After receiving job offers from American brewer Anheuser-Busch and Washington winery Chateau Ste. Michelle, Simon spent some time working for large producers in California's San Joaquin Valley before moving to Washington State in 1977 to work at Chateau Ste. Michelle where she worked primarily with the Washington producer's red wines. After leaving Chateau Ste. Michelle, Simon did some consulting work with other Washington wineries prior to starting Chinook with her husband Clay Mackey in 1984.

Among her accomplishments, Simon was elected vice-president of the Washington Wine Institute, one of the main trade associations for the Washington wine industry, in 1985 and in 2008 she received a lifetime achievement award for her contributions to the Washington wine industry at the annual Auction of Washington Wines gala.

Clay Mackey came from a vine growing family in California's Napa Valley where he worked at the family vineyard in the early 1970s. In 1979, he headed to Washington State where he served as the Eastern Washington vineyard manager for Chateau Ste. Michelle until 1982. There he met assistant winemaker Kay Simon and the two were married in 1983.

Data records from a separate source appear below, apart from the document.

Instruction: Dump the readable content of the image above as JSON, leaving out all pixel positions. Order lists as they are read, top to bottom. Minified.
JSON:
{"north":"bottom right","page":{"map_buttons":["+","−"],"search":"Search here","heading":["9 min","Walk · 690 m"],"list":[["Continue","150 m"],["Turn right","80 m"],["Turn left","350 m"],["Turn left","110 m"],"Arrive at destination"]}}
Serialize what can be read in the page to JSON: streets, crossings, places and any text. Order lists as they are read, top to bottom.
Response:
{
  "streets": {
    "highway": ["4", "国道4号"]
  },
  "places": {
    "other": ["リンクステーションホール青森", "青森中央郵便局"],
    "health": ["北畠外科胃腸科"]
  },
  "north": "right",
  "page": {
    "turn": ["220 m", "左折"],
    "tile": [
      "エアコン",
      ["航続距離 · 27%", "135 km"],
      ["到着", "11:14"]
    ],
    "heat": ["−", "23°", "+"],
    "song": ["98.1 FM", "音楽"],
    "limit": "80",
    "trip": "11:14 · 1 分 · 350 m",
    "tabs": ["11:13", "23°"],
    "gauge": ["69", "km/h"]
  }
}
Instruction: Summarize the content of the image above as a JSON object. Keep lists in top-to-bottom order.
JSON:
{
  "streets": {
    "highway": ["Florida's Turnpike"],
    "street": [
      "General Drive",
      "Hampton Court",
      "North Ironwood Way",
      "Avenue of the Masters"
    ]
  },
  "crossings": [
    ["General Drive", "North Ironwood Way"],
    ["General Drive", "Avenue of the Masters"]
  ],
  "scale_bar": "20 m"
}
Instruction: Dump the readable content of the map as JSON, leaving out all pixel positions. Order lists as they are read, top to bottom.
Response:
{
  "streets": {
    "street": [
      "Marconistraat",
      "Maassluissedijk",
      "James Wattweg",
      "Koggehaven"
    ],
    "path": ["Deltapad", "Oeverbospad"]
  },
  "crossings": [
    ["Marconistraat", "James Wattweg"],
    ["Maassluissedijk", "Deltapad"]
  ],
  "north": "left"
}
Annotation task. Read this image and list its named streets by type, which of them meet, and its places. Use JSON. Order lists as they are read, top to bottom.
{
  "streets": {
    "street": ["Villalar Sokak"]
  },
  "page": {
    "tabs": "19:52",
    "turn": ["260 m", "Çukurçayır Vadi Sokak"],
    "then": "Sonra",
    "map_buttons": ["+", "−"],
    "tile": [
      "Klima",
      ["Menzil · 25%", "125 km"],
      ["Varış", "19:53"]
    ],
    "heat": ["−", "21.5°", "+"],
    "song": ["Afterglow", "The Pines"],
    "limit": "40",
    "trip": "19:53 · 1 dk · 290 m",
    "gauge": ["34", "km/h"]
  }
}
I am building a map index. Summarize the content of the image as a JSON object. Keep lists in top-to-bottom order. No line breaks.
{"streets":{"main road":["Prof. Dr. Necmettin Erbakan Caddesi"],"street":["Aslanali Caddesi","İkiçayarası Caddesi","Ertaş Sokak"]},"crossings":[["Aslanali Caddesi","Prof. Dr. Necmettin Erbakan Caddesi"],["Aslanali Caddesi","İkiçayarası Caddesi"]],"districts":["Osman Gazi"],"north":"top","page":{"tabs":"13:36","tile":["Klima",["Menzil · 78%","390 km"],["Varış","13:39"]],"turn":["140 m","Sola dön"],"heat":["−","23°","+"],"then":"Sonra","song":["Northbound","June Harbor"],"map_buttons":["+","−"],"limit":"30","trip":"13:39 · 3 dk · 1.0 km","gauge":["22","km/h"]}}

==Wines and winemaking style==
Chinook wines are made to pair well with food. They are fermented to dryness and then aged in both the barrel and bottle until Simon and Mackey feel that they are ready. Among the grape varieties that Chinook works with are Chardonnay, Sémillon, Sauvignon blanc, Merlot, Cabernet Sauvignon and Cabernet franc which they produce in both a varietal style and as a dry rosé. While many of Chinook's wines have received acclaim, the dry rosé has garnered a reputation in Washington state as an almost "cult wine" that quickly sells outs and is often only found on select restaurant wine lists.